Material to process: Begin

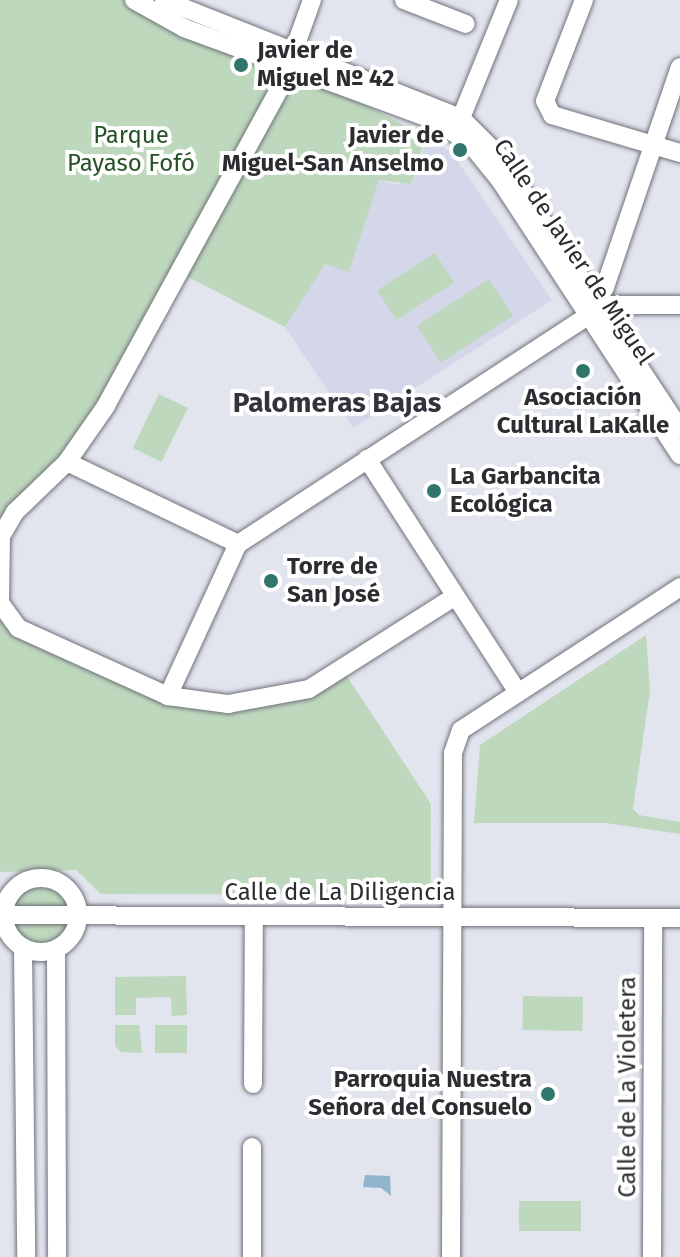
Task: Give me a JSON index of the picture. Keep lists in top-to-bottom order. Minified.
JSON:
{"streets":{"street":["Calle de Javier de Miguel","Calle de La Diligencia","Calle de La Violetera"]},"crossings":[["Calle de La Diligencia","Calle de La Violetera"]],"districts":["Palomeras Bajas"],"parks":["Parque Payaso Fofó"],"places":["Javier de Miguel Nº 42","Javier de Miguel-San Anselmo","Asociación Cultural LaKalle","La Garbancita Ecológica","Torre de San José","Parroquia Nuestra Señora del Consuelo"]}
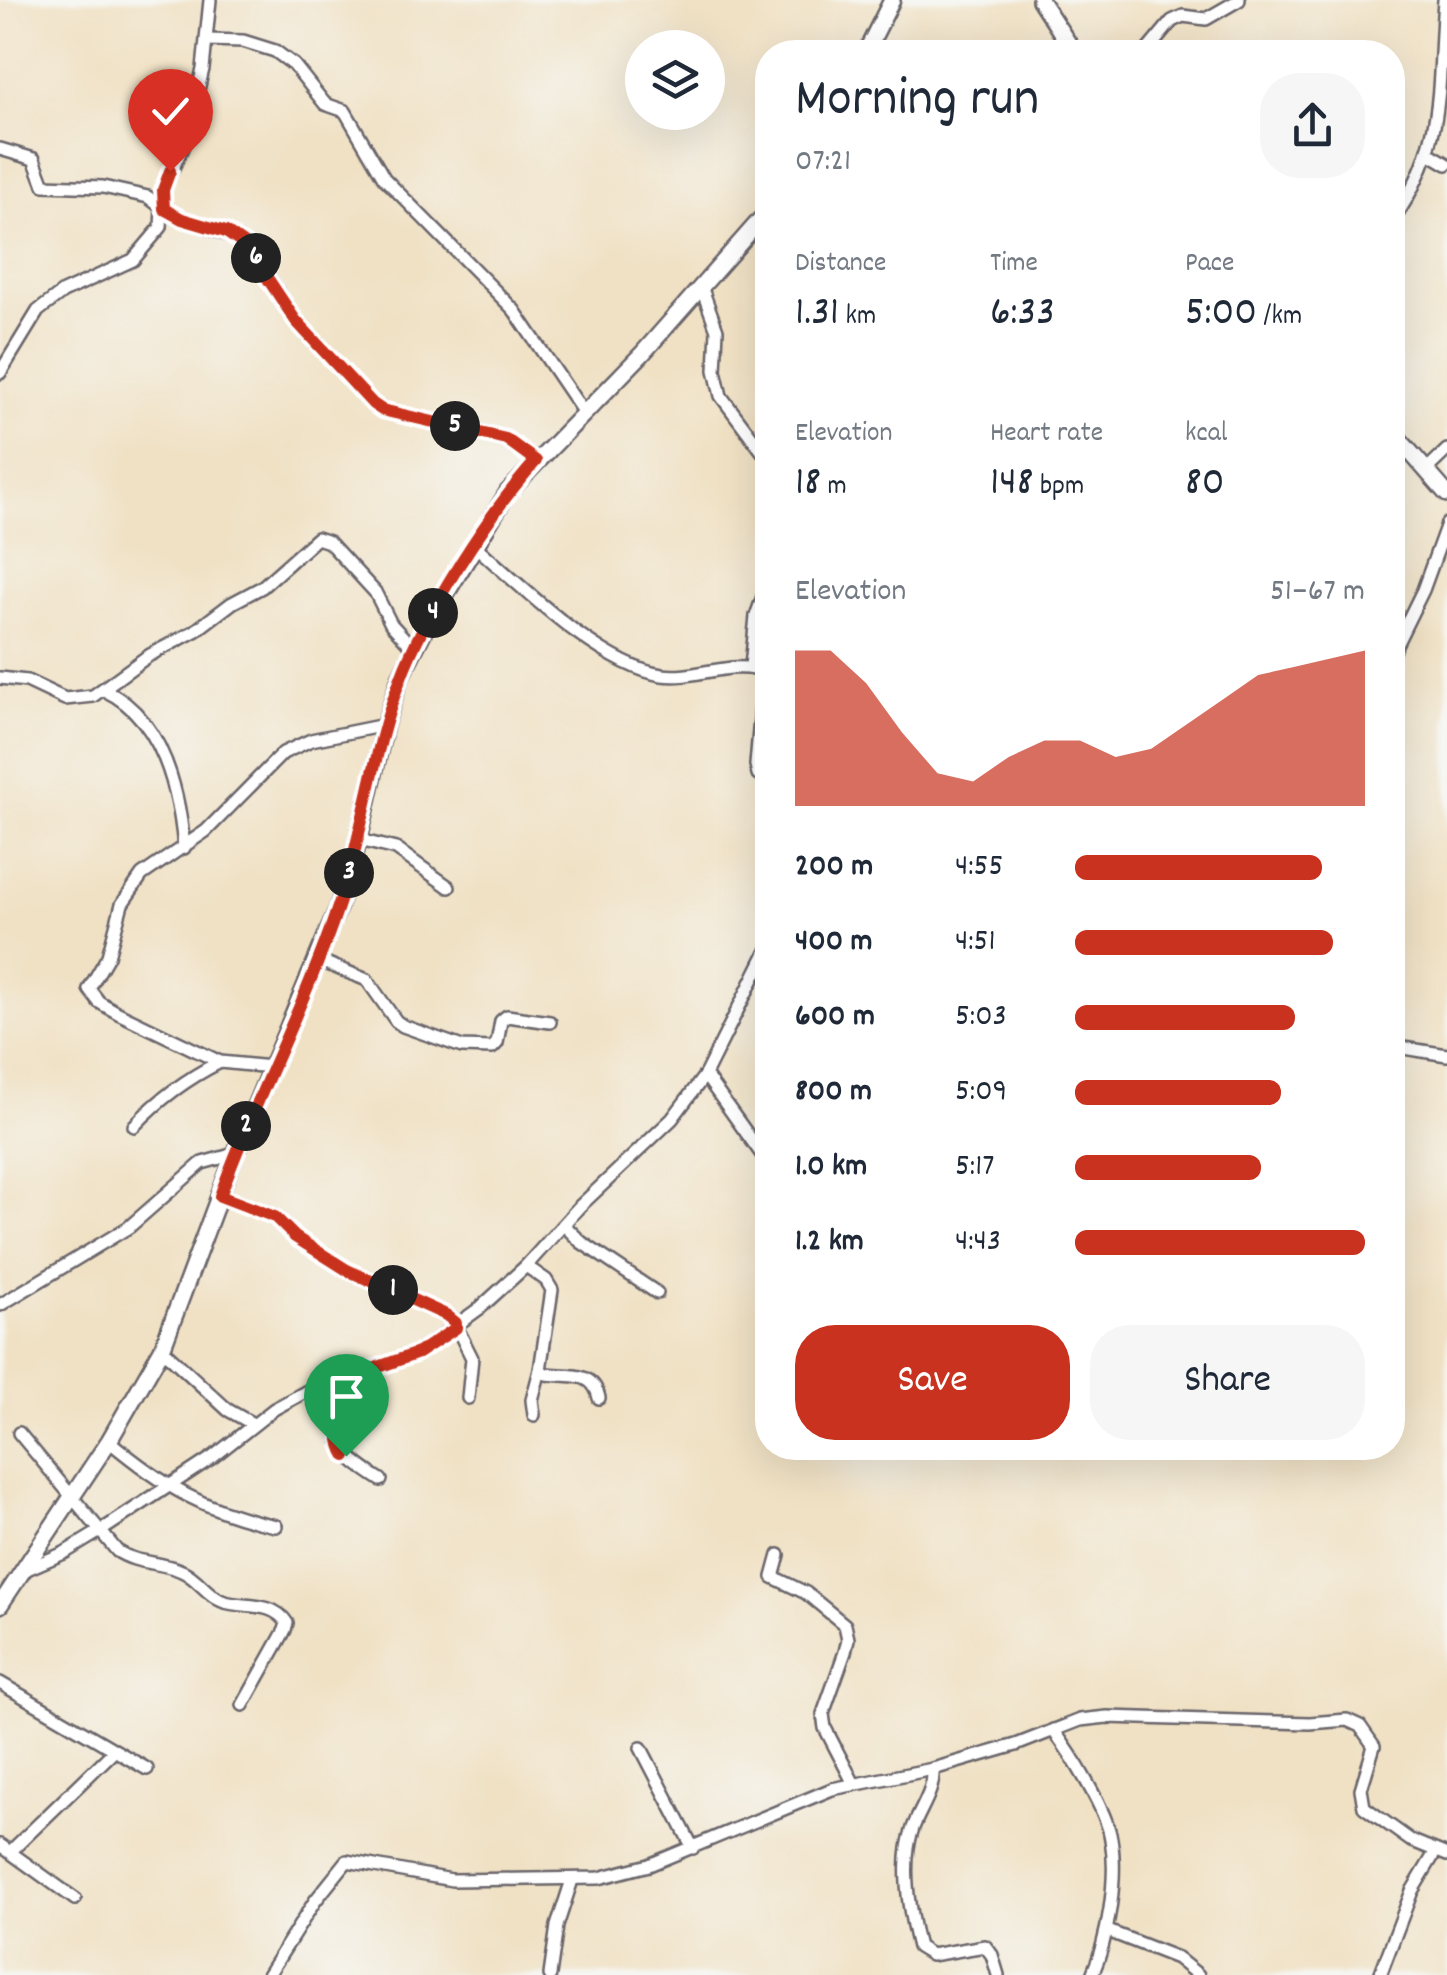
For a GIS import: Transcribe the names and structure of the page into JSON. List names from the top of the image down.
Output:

Material to process: End

Your assignment - The answer should be nothing more than the lines from the one with "For a GIS import: Transcribe" through the end of the entries, restated word for word.

Written response -
For a GIS import: Transcribe the names and structure of the page into JSON. List names from the top of the image down.
Output:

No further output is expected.